The first thing to keep in mind is: quality + route of exposure (ingesting, topical use, inhalation)

Ingesting seed oils, this is where most of my concern comes in.

Another big piece of this conversation is the balance of fats we’re consuming

➡️ most of these oils are high in omega‑6 fatty acids

➡️ and most people are already getting too many omega‑6s and not enough omega‑3s

That imbalance is really important because..

➡️ too many omega‑6s (especially without enough omega‑3s to balance it out) can contribute to inflammation in the body

Then on top of that:

➡️ heating these oils can change their chemistry

➡️ that can make them even more inflammatory

➡️ processing also matters (cold‑pressed vs solvent extracted)

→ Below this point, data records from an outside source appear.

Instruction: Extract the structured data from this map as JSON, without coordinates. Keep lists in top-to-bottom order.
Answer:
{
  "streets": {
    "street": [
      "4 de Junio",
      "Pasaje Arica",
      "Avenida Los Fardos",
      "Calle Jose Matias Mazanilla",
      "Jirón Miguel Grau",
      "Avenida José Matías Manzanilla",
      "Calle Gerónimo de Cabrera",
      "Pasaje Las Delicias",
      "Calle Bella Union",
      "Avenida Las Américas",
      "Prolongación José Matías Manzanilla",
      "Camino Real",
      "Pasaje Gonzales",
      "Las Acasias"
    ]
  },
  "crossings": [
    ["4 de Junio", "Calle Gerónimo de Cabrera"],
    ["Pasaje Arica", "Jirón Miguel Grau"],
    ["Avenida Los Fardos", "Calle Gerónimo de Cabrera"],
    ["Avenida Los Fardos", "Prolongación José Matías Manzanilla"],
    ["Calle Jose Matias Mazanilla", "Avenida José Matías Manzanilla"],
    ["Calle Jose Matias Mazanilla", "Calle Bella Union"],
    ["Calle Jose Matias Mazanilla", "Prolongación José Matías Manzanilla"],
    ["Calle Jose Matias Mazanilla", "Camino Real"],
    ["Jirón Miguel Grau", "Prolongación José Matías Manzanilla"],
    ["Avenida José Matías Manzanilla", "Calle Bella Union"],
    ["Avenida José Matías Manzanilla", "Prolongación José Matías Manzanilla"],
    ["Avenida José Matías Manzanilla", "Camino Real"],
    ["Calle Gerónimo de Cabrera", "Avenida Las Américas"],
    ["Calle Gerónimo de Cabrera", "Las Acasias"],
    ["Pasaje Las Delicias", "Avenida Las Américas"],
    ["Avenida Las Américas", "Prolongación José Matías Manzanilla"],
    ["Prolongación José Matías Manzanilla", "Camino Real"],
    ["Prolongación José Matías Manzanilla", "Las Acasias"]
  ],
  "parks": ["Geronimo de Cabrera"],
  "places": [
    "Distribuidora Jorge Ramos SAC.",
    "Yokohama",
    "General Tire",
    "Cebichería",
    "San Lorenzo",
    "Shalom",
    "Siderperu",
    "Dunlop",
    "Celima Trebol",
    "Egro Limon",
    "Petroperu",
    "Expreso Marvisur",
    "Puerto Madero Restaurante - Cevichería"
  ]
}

This is why seed oils are being talked about so much right now. They’re often cheaper for companies and restaurants, which is why we’re seeing them in so many foods

“Cold‑pressing does not involve heat or chemical treatments, which may alter composition and effects”

And we know inflammation plays a role in many chronic diseases.... So yes, I personally do try to limit ingesting seed oils when possible.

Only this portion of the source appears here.